The difference between gender = "female" & region = "Vienna" and gender = "male" & region = "Salzburg" however would not be calculated.

Thus this leads to

\[2\cdot(\sum\limits_{1=1}^{9-1}i) + 9\cdot1 = 81\]

results with respect to the differences. The Output contains an additional column estimate_type and

povertyRates <- calc.stError(dat2, var = "povertyRisk", fun = weightedRatio, 
                             group = list(c("gender", "region")),
                             group.diff = TRUE)
povertyRates$Estimates[,.N,by=.(estimate_type)]

Differences between survey periods

Differences of estimates between periods can be calculated using parameter period.diff. period.diff expects a character vector (if not NULL) specifying for which periods the differences should be calcualed for. The inputs should be specified in the form "period2" - "period1".

povertyRates <- calc.stError(dat_boot_calib[year>2013], var = "povertyRisk", fun = weightedRatio, 
                             period.diff = c("2017 - 2016", "2016 - 2015", "2015 - 2014"))
povertyRates$Estimates

If additional grouping variables are supplied to calc.stError() die differences across periods are also carried out for all variables in group.

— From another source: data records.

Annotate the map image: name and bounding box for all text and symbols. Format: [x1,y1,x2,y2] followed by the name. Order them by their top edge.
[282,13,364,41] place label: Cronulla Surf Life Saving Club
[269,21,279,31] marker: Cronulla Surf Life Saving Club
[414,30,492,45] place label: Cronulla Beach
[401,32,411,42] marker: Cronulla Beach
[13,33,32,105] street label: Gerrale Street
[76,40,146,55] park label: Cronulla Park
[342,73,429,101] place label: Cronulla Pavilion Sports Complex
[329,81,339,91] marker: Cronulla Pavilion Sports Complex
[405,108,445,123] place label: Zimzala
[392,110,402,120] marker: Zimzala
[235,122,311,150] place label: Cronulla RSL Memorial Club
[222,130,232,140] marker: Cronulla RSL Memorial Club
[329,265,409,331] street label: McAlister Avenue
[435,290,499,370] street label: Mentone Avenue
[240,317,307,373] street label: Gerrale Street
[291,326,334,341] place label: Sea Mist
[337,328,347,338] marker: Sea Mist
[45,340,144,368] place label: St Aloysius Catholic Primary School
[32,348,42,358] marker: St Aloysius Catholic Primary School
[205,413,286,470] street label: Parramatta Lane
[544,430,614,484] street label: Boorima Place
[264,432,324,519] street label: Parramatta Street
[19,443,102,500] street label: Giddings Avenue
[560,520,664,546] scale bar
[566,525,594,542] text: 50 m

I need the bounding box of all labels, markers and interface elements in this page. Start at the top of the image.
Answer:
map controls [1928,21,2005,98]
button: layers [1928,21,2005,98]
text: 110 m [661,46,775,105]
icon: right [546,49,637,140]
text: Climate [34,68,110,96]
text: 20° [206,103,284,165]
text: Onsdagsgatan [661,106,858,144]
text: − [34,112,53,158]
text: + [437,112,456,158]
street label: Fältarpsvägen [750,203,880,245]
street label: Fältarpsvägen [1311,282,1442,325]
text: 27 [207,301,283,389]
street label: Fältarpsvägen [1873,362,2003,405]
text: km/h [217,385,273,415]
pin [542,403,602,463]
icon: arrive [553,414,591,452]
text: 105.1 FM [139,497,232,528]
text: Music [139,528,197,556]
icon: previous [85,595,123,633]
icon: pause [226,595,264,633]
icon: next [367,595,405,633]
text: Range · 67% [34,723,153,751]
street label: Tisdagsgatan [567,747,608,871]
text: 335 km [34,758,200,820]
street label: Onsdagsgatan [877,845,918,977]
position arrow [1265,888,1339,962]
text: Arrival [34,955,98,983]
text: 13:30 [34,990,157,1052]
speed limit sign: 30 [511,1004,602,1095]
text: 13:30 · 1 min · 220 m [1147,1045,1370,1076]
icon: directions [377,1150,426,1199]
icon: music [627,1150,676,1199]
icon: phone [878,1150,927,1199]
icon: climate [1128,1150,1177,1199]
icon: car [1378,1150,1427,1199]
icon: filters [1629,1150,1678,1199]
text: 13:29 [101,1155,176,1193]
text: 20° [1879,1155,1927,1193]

povertyRates <- calc.stError(dat_boot_calib[year>2013], var = "povertyRisk", fun = weightedRatio, 
                             group = "gender",
                             period.diff = c("2017 - 2016", "2016 - 2015", "2015 - 2014"))
povertyRates$Estimates

Averages across periods

With parameter period.mean averages across periods are calculated additional. The parameter accepts only odd integer values. The resulting table will contain the direct estimates as well as rolling averages of length period.mean.

povertyRates <- calc.stError(dat_boot_calib[year>2013], var = "povertyRisk", fun = weightedRatio, 
                             period.mean = 3)
povertyRates$Estimates

if in addition the parameters group and/or period.diff are specified then differences and groupings of averages will be calculated.

povertyRates <- calc.stError(dat_boot_calib[year>2013], var = "povertyRisk", fun = weightedRatio, 
                             period.mean = 3, period.diff = "2016 - 2015",
                             group = "gender")
povertyRates$Estimates